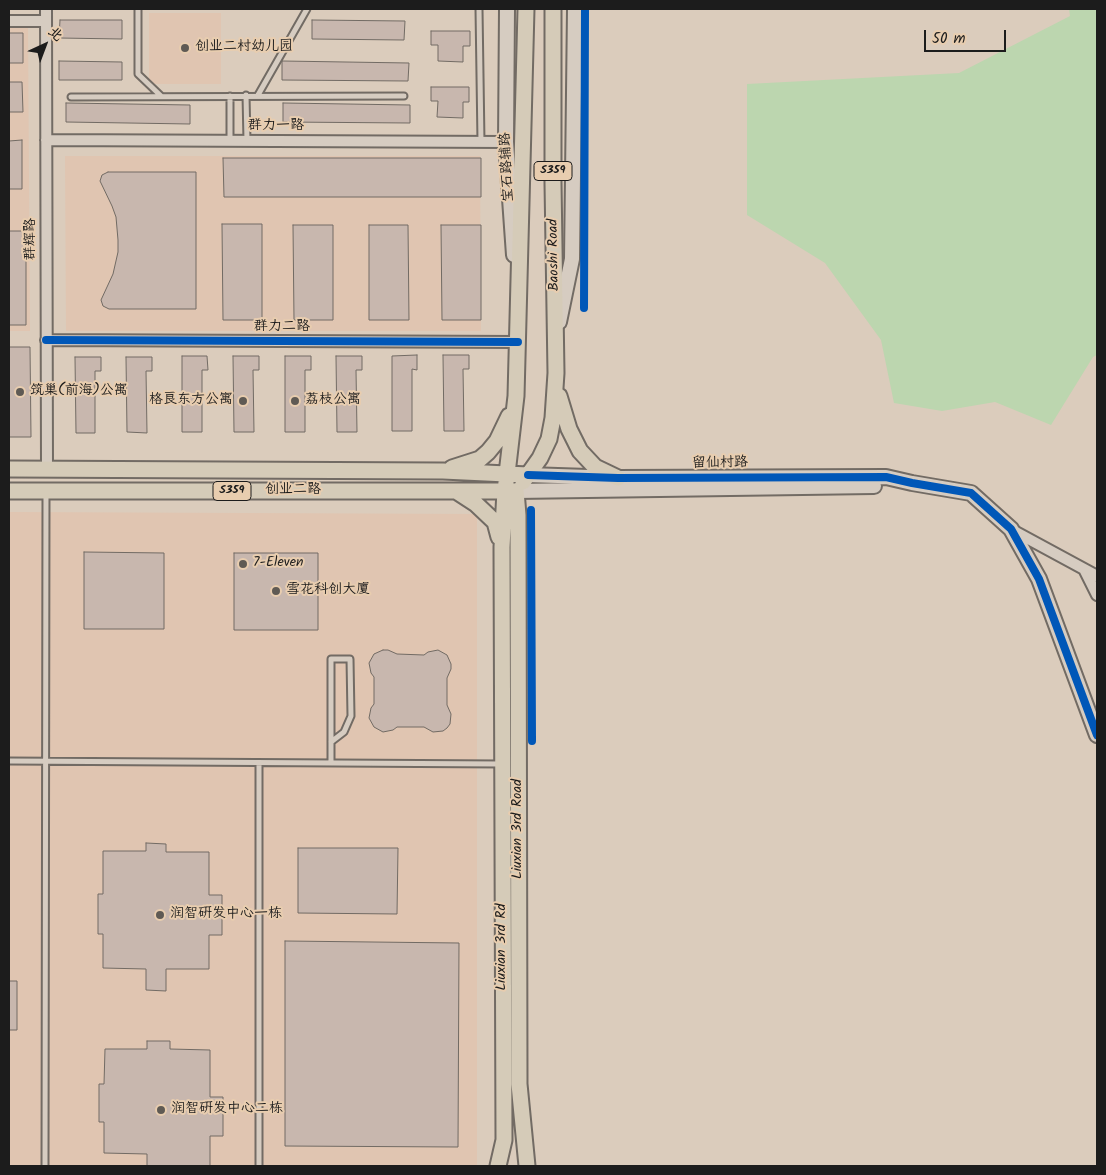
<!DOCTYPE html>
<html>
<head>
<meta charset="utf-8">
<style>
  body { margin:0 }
  #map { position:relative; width:1106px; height:1175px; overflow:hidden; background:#dbccbc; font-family:Kalam,"LXGW WenKai TC",sans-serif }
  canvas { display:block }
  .frame { position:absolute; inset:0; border:10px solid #1c1c1c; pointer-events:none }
  .north { position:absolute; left:20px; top:20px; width:50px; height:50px; -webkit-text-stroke:4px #e8cdaf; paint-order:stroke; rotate:43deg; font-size:14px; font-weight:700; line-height:20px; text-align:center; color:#1c1c1c }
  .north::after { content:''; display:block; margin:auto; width:18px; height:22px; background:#1c1c1c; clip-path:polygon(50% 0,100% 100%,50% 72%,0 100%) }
  .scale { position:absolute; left:924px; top:30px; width:82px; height:22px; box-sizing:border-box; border:2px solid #1c1c1c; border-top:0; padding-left:6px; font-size:15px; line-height:18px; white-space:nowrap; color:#1c1c1c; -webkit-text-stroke:4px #e8cdaf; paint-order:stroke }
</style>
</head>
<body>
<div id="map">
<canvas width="1106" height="1175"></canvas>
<div class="frame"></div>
<div class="north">北</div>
<div class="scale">50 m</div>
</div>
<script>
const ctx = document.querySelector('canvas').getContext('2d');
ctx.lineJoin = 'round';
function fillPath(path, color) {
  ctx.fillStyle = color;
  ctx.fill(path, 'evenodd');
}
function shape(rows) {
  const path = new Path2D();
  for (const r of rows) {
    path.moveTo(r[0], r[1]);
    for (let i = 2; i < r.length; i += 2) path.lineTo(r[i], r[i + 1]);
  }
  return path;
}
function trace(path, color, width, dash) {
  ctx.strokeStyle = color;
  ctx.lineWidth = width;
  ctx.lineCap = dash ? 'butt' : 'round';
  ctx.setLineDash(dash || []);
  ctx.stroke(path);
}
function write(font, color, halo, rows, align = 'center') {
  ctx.font = font + ' Kalam,"LXGW WenKai TC",sans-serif';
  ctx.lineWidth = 4;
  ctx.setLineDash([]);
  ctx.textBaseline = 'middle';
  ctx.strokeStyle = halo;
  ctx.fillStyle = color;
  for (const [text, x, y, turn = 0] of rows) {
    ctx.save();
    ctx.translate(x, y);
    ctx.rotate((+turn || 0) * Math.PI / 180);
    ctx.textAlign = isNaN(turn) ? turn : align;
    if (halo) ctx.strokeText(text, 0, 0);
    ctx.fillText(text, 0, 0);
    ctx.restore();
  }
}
const built = shape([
  [149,13,221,13,221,84,149,84],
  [9,26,28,26,30,331,9,331],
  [65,156,480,156,481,331,66,331],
  [9,512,477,514,477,1166,9,1166]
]);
const green = shape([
  [1069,9,1097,9,1097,355,1093,357,1051,425,995,402,942,411,894,403,881,340,825,263,747,215,747,84,959,73,1070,16]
]);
const building = shape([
  [60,20,122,20,122,39,59,38,60,20],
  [312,20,405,21,404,40,312,39,312,20],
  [431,31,470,31,470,46,463,46,463,62,438,61,438,45,431,45,431,31],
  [9,33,23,33,23,63,9,63,9,33],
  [59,61,122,62,122,80,59,80,59,61],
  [282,61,409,63,408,81,282,80,282,61],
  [9,82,22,82,23,112,9,112,9,82],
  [431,87,469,87,469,102,463,102,463,118,437,117,438,101,431,101,431,87],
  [66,103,190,105,190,124,66,122,66,103],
  [283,103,410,105,410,123,283,122,283,103],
  [22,140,22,189,9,189,9,141,22,140],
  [223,158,481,158,481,197,224,197,223,158],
  [108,172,196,172,196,309,109,309,103,306,101,300,113,274,118,252,118,240,116,217,112,206,100,181,102,175,108,172],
  [222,224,262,224,262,320,223,320,222,224],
  [293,225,333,225,333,320,294,320,293,225],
  [369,225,408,225,409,320,369,320,369,225],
  [441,225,481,225,481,320,442,320,441,225],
  [9,231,26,231,26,325,9,325,9,231],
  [9,347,30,347,31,437,9,437,9,347],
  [417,355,417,370,412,369,412,431,392,431,392,356,417,355],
  [443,355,469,355,469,369,463,369,464,431,444,431,443,355],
  [182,356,207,356,208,370,202,370,202,432,182,432,182,356],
  [233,356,259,356,259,370,253,370,254,432,234,432,233,356],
  [285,356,311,356,311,370,305,370,305,432,285,432,285,356],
  [336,356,362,356,362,370,356,370,357,432,337,432,336,356],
  [75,357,101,357,101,371,95,371,95,433,76,433,75,357],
  [126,357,152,357,152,371,146,371,147,433,127,432,126,357],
  [84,552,164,553,164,629,84,629,84,552],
  [234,553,318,553,318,630,234,630,234,553],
  [383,650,388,650,397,654,424,655,428,652,438,650,447,655,451,664,451,669,447,678,447,705,451,714,450,724,447,728,443,731,433,732,424,727,397,727,393,730,383,732,374,727,369,718,371,708,374,704,374,677,371,673,369,663,374,654,383,650],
  [146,843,166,844,166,852,209,852,209,895,222,895,222,935,209,935,209,969,166,969,166,991,146,990,146,969,103,968,103,934,98,934,98,894,103,894,103,851,146,851,146,843],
  [298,848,398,848,397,914,298,913,298,848],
  [285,941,459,943,458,1147,285,1146,285,941],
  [9,981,17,981,17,1030,9,1030,9,981],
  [147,1041,170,1041,170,1049,210,1050,210,1097,223,1097,223,1136,210,1136,210,1166,147,1166,147,1154,104,1153,104,1122,99,1122,99,1084,104,1084,105,1049,147,1049,147,1041]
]);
const lane = shape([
  [138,9,138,74,161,96],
  [479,9,481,142],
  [246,95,247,141],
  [258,95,307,9],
  [230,96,230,141],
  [71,97,404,96],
  [331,742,344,732,351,716,350,659,331,659,331,763],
  [9,761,501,764],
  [45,1166,46,492],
  [259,1166,259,763]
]);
const street = shape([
  [46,9,47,469],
  [9,21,46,21],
  [46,140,506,142],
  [46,340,518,342],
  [1012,530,1097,576],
  [1084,569,1097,595]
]);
const secondary = shape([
  [507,9,506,142,514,255],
  [559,322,572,259,575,9],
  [528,475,618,478,886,477,912,483,971,493,1011,529,1039,579,1097,735],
  [516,491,874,486]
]);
const primary = shape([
  [559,396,569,429,580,451,595,467,618,478],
  [452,468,480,459,488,452,497,441,509,416],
  [9,469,443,471,528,475],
  [523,482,540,458,549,439,553,418,556,373,553,183,553,9],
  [9,491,515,491],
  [456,491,476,504,495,522,499,537],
  [516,491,518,515,519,1084,527,1166],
  [498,1166,504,1140,502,547,505,491,516,396,526,9]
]);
const cycleway = shape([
  [584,308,585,9],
  [46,340,518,342],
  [528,475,618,478,886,477,912,483,971,493,1011,529,1039,579,1097,735],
  [531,510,532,741]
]);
const markers = [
  [185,48,5,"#5f5a54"],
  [20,392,5,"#5f5a54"],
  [243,401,5,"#5f5a54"],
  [295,401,5,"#5f5a54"],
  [243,564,5,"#5f5a54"],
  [276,591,5,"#5f5a54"],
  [160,915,5,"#5f5a54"],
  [161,1110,5,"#5f5a54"]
];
const shields = [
  [553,171,38],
  [232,491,38]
];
const shieldNames = [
  ["S359",553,171],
  ["S359",232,491]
];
const poiNames = [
  ["创业二村幼儿园",195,48],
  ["筑巢(前海)公寓",30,392],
  ["格良东方公寓",233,401,"right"],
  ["荔枝公寓",305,401],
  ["7-Eleven",253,564],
  ["雪花科创大廈",286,591],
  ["润智研发中心一栋",170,915],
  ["润智研发中心二栋",171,1110]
];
const streetNames = [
  ["群力一路",276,127],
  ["宝石路辅路",508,167,-93],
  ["群辉路",32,239,-90],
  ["Baoshi Road",555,255,-91],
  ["群力二路",282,328],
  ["留仙村路",720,464,-1],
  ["创业二路",293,491],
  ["Liuxian 3rd Road",519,829,-90],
  ["Liuxian 3rd Rd",503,947,-90]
];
fillPath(built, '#e0c5b1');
fillPath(green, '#bcd6af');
fillPath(building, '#c8b7ae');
trace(building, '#726b64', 1);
trace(lane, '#726b64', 9);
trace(street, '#726b64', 14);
trace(secondary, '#726b64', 18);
trace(primary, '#726b64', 19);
trace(lane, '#d6ccc1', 5);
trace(street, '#d6ccc1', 10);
trace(secondary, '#d6ccc1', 14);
trace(primary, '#d5cbb8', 15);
trace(cycleway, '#0057b8', 8);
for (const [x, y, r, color] of markers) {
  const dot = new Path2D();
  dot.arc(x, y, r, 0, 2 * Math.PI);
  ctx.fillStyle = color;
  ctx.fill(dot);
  trace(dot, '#e8cdaf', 2);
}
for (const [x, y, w] of shields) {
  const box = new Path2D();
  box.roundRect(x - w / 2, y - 9.5, w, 19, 4);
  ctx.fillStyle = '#e8cdaf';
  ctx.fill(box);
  trace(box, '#1c1c1c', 1);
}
write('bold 12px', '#1c1c1c', null, shieldNames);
write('14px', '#1c1c1c', '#e8cdaf', poiNames, 'left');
write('14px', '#1c1c1c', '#e8cdaf', streetNames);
</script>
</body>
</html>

━━━━

◆ What you should do: Write out again, unchanged, every line from the line containing "const box = new Path2D();" to the final line of the material above.

◆ Expected output:
  const box = new Path2D();
  box.roundRect(x - w / 2, y - 9.5, w, 19, 4);
  ctx.fillStyle = '#e8cdaf';
  ctx.fill(box);
  trace(box, '#1c1c1c', 1);
}
write('bold 12px', '#1c1c1c', null, shieldNames);
write('14px', '#1c1c1c', '#e8cdaf', poiNames, 'left');
write('14px', '#1c1c1c', '#e8cdaf', streetNames);
</script>
</body>
</html>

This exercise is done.